I'm so dumbfounded. My sis set aside a certain amount of money and ask me to buy stuff for my mum. I told her I can only afford $50 and hers is like 8times more than mine, but I seriously think that she should use the money and settle whatever financial issue instead.
After a long, hard thought (with iPad and iPod and stuff going on in my mind), I've decided to buy her new year clothes. Most of her new year clothes are either given by relatives who doesn't want it anymore, or clothes that her sisters and aunts buy specifically for her because they know she will not buy. I'll probably ask her to pick a set of clothes for chinese new year and it's usable and inexpensive. I do not intend to use all the money because my mum will surely asks her to save - she needs it.
Haiz.

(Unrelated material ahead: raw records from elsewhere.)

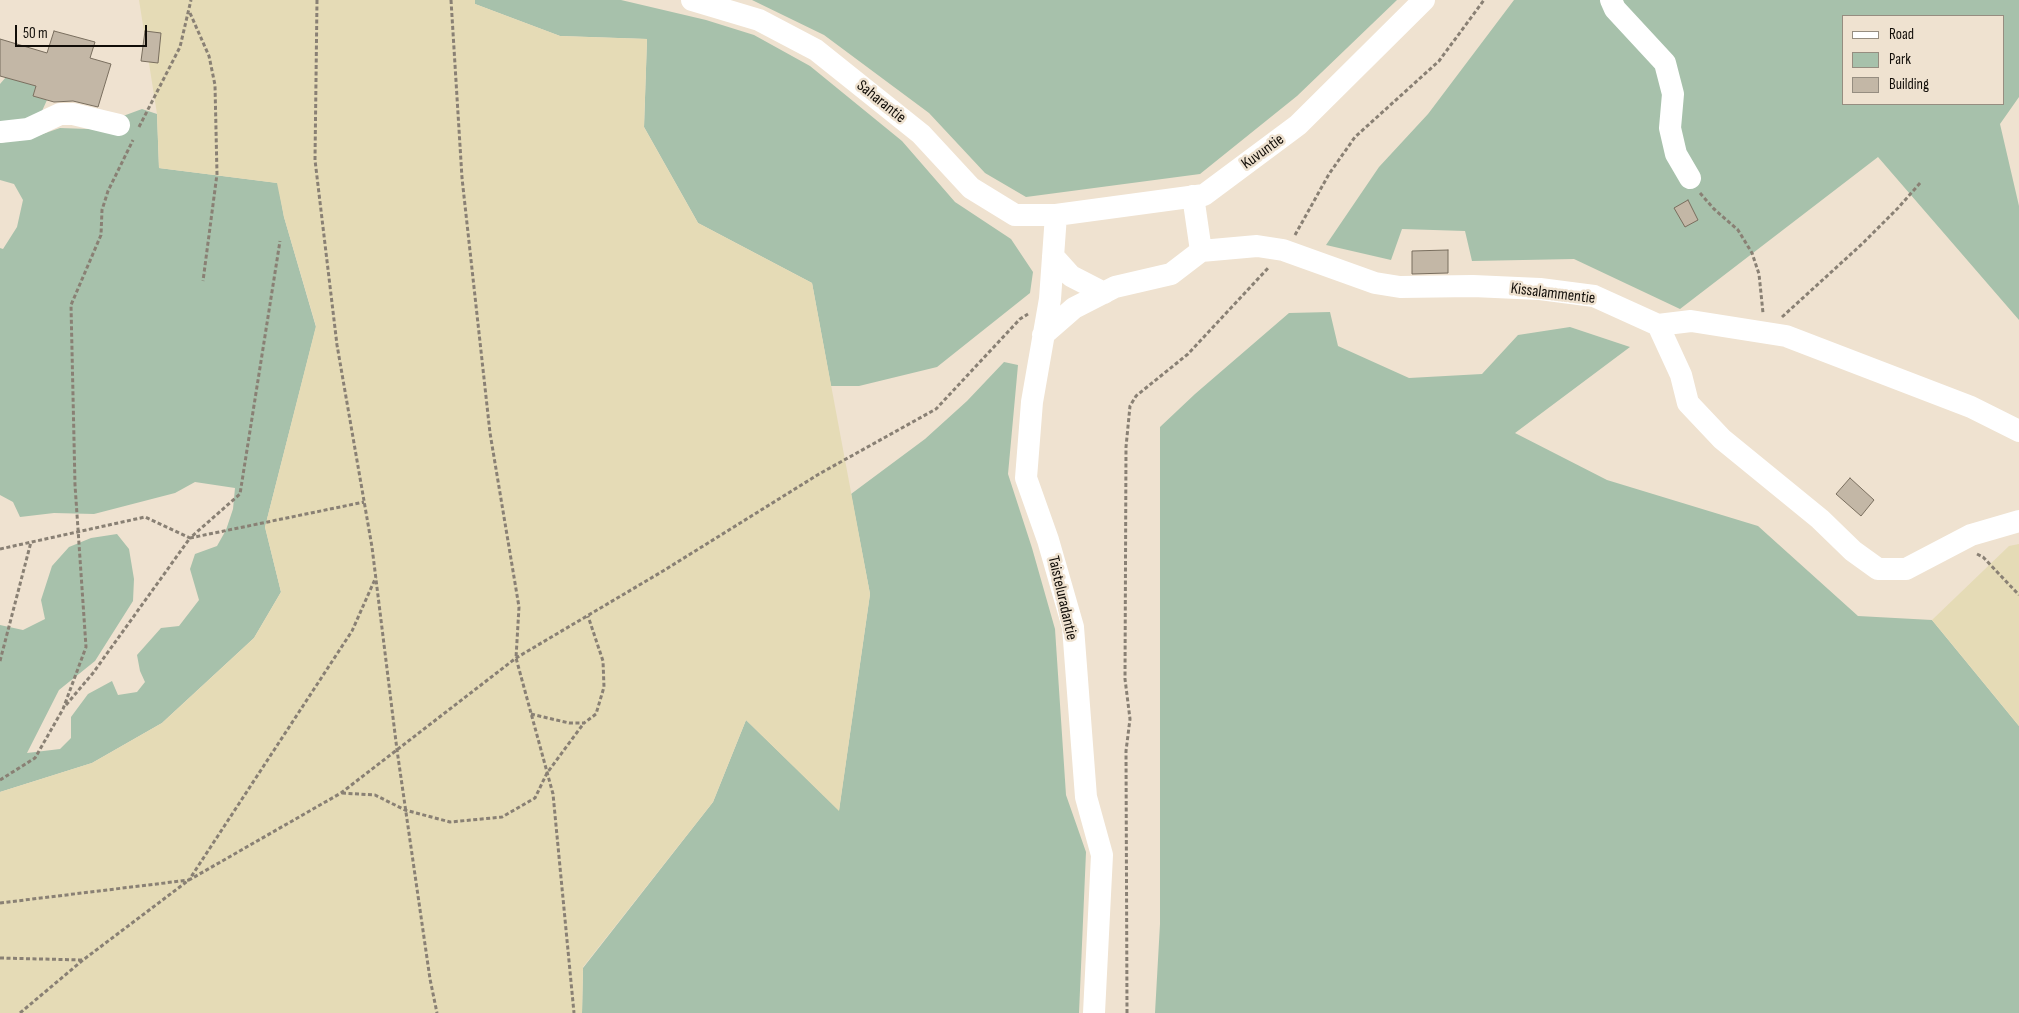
<!DOCTYPE html>
<style>
body{margin:0}
#map{position:relative;width:2019px;height:1013px;overflow:hidden;background:#efe2d0;font-family:"Sofia Sans Condensed",sans-serif}
canvas{display:block}
.legend{position:absolute;left:1842px;top:15px;width:162px;height:90px;box-sizing:border-box;background:#efe2d0;border:1px solid #968d80;margin:0;padding:6px 9px;list-style:none;font-size:15px;color:#110d08}
.legend li{display:flex;align-items:center;gap:10px;height:25px}
.legend b{width:25px;border:1px solid #968d80}
.scale{position:absolute;left:15px;top:25px;width:132px;height:22px;box-sizing:border-box;border:2px solid #110d08;border-top:0;padding-left:6px;font-size:15px;line-height:18px;white-space:nowrap;color:#110d08;-webkit-text-stroke:4px #efe2d0;paint-order:stroke}
</style>
<div id="map">
<canvas width="2019" height="1013"></canvas>
<ul class="legend">
<li><b style="height:6px;background:#fff"></b>Road</li>
<li><b style="height:14px;background:#a7c1ab"></b>Park</li>
<li><b style="height:14px;background:#c3b7a6"></b>Building</li>
</ul>
<div class="scale">50 m</div>
</div>
<script>
const c = document.querySelector('canvas').getContext('2d');
c.lineJoin = 'round';
function fill(path, color) {
  c.fillStyle = color;
  c.fill(path, 'evenodd');
}
function poly(rows) {
  const path = new Path2D();
  for (const r of rows) {
    path.moveTo(r[0], r[1]);
    for (let i = 2; i < r.length; i += 2) path.lineTo(r[i], r[i + 1]);
  }
  return path;
}
function strokePath(path, color, width, dash) {
  c.strokeStyle = color;
  c.lineWidth = width;
  c.lineCap = dash ? 'butt' : 'round';
  c.setLineDash(dash || []);
  c.stroke(path);
}
function write(font, color, halo, rows, align = 'center') {
  c.font = font + ' "Sofia Sans Condensed",sans-serif';
  c.lineWidth = 5;
  c.setLineDash([]);
  c.textBaseline = 'middle';
  c.strokeStyle = halo;
  c.fillStyle = color;
  for (const [text, x, y, turn = 0] of rows) {
    c.save();
    c.translate(x, y);
    c.rotate((+turn || 0) * Math.PI / 180);
    c.textAlign = isNaN(turn) ? turn : align;
    if (halo) c.strokeText(text, 0, 0);
    c.fillText(text, 0, 0);
    c.restore();
  }
}
fill(poly([
 [475,0,621,0,706,20,754,35,810,66,902,141,955,202,1011,239,1033,272,1030,293,937,367,859,386,831,386,812,283,698,223,644,127,647,39,560,36,475,4],
 [752,0,1397,0,1297,96,1200,174,1026,197,985,173,929,113,824,35],
 [1514,0,2019,0,2019,97,2000,124,2019,206,2019,320,1878,157,1680,309,1574,259,1472,261,1465,231,1402,229,1391,260,1326,245,1379,167,1428,114],
 [1843,16,2003,16,2003,104,1843,104],
 [6,77,36,86,33,96,47,100,42,111,29,119,0,127,0,84],
 [142,109,157,114,159,168,278,183,284,217,316,327,265,527,281,592,254,638,162,723,92,763,0,792,0,625,23,630,45,619,41,600,52,566,69,547,91,538,117,534,129,549,134,579,133,601,95,661,59,690,27,753,60,749,71,738,71,717,88,694,112,681,118,695,137,692,145,682,140,671,137,655,161,628,179,626,199,600,190,569,195,554,217,546,226,530,233,509,235,488,195,482,175,493,94,514,54,513,20,517,13,502,0,495,0,248,3,249,17,227,23,200,14,184,0,180,0,143,34,137,60,128,88,129],
 [1330,312,1338,346,1409,378,1482,374,1518,335,1570,327,1630,347,1515,433,1607,480,1758,526,1858,616,1932,620,2019,726,2019,1013,1155,1013,1160,924,1160,427,1195,394,1289,313],
 [1004,362,1018,365,1008,474,1032,548,1055,629,1066,795,1086,852,1079,1013,582,1013,583,968,713,802,746,720,839,810,870,594,851,494,925,439,967,401]
]), '#a7c1ab');
fill(poly([
 [139,0,475,0,475,4,560,36,647,39,644,127,698,223,812,283,870,594,839,811,746,720,713,802,583,967,582,1013,0,1013,0,792,92,763,162,723,254,638,281,592,265,527,316,326,284,217,277,183,159,168,157,114],
 [2019,544,2019,726,1932,620,2009,546]
]), '#e5dbb6');
const building = poly([
 [54,31,95,42,90,58,111,64,98,107,73,101,54,102,33,96,36,86,0,76,0,39,47,53,54,31],
 [145,31,161,33,158,63,141,61,145,31],
 [1688,200,1698,220,1685,227,1674,208,1688,200],
 [1448,250,1448,273,1412,274,1412,251,1448,250],
 [1850,478,1874,500,1861,516,1836,494,1850,478]
]);
fill(building, '#c3b7a6');
strokePath(building, '#796e5e', 1);
strokePath(poly([
 [317,0,315,160,337,345,372,547,397,750,430,979,437,1013],
 [451,0,462,178,490,433,519,607,516,658,553,794,574,1013],
 [190,13,209,56,215,85,217,174,203,281],
 [139,127,180,47,191,0],
 [1700,193,1714,209,1738,230,1752,253,1759,274,1763,313],
 [1295,235,1329,174,1355,137,1439,61,1484,0],
 [1782,317,1862,244,1898,208,1921,182],
 [0,549,145,517,190,538,240,494,280,241],
 [1977,554,1983,557,2019,595],
 [0,661,31,542],
 [66,705,93,673,190,538,364,502],
 [531,714,569,723,584,723,596,714,604,687,603,661,588,616],
 [0,780,35,758,63,709,86,647,75,485,71,305,101,235,102,210,108,191,133,140],
 [342,793,375,795,405,810,450,822,502,817,535,798,547,773,584,723],
 [0,903,189,880,352,631,376,577],
 [0,958,82,960],
 [20,1013,83,960,189,880,341,793,516,658,663,571,819,474,936,409,1020,319,1028,314],
 [1127,1013,1126,751,1130,719,1125,679,1126,447,1130,406,1136,396,1188,354,1269,267]
]), '#898074', 3, [4, 2.5]);
strokePath(poly([
 [692,0,759,20,816,50,921,134,971,188,1015,215,1056,215,1204,195,1298,125,1424,0],
 [1611,0,1615,9,1665,63,1673,94,1670,128,1676,154,1690,178],
 [0,132,28,129,60,114,73,114,119,125],
 [1193,196,1201,251],
 [1056,215,1050,299,1032,402,1026,478,1048,540,1073,627,1086,797,1102,855,1094,1013],
 [1201,251,1257,246,1283,250,1375,283,1400,287,1473,286,1540,289,1594,296,1658,325,1681,375,1688,403,1722,439,1820,519,1853,551,1878,569,1906,569,1971,535,2019,521],
 [1053,256,1071,276,1104,293],
 [1658,325,1691,321,1786,336,1971,407,2019,431],
 [1043,335,1074,308,1115,287,1171,274,1201,251]
]), '#fff', 22);
write('16px', '#110d08', '#efe2d0', [
 ["Saharantie",881,102,39],
 ["Kuvuntie",1263,152,-36],
 ["Kissalammentie",1553,294,7],
 ["Taisteluradantie",1062,598,77]
]);
</script>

Alright. I shall go to Tampines and buy my students' assessments and my need for next year's teaching. I need to get the first aid refresher course done ASAP, and planning for my students' homework while I'm away.
I can only totally relax after ss camp.
Updated:
Decided on compressed cooker instead. Mum wasn't interested in fashion or the sorts. I told her about iPad, iPod or CNY clothes. However, the moment I told her bout the compressed cooker, her eyes sparkled. We went to NTUC and Best Denki in search of the compressed cooker, but none has it. Thankfully, BHG has Germany-imported compressed cooker that are on promotion. After the $200++ discount, we managed to get it for about $369. We know the wonders of compressed cooker (saves time cooking and marinating) so we believe it's going to serve us for a long long time.
When going home, my dad was nagging about my mum's job again. Anyway, mum's worry and dad's worry is understandable, but they are both flawed as well. I also notice my paternal side's manipulative relatives acting.....mum was rather unhappy about my dad spreading it when she haven't even decided to leave her company. Frankly speaking, my dad is not even capable of what he had promised. Mainly because it happened and he can just get so stressed that he'll keep drinking and drinking and then go crazy - smashing beer bottles, threatened to hit mum, complain in loud, drunk manner and stuff. There's just no peace. I find no peace thinking about it actually. None of my ex likes my family. I can only pray to my sweet Lord. If that happens, I'll find a new place and move - so that my family have other place to live if my dad really go crazy.
I don't mind my mum finding a morning shift job. Not working? My dad cannot handle. So it's better she stick to this current job until she finds a new one. Hopefully NTUC or something. I truly wonder why God places me in this family. It does weighs me down sometimes. The thought of having them receive Christ and have a proper and godly lives is my only motivation: it's not the end because I truly believe that God will intervene and show His greatest love to them. I'm just waiting and loving them as God has been loving me so that I can be a testimony of God's goodness and lovingkindness.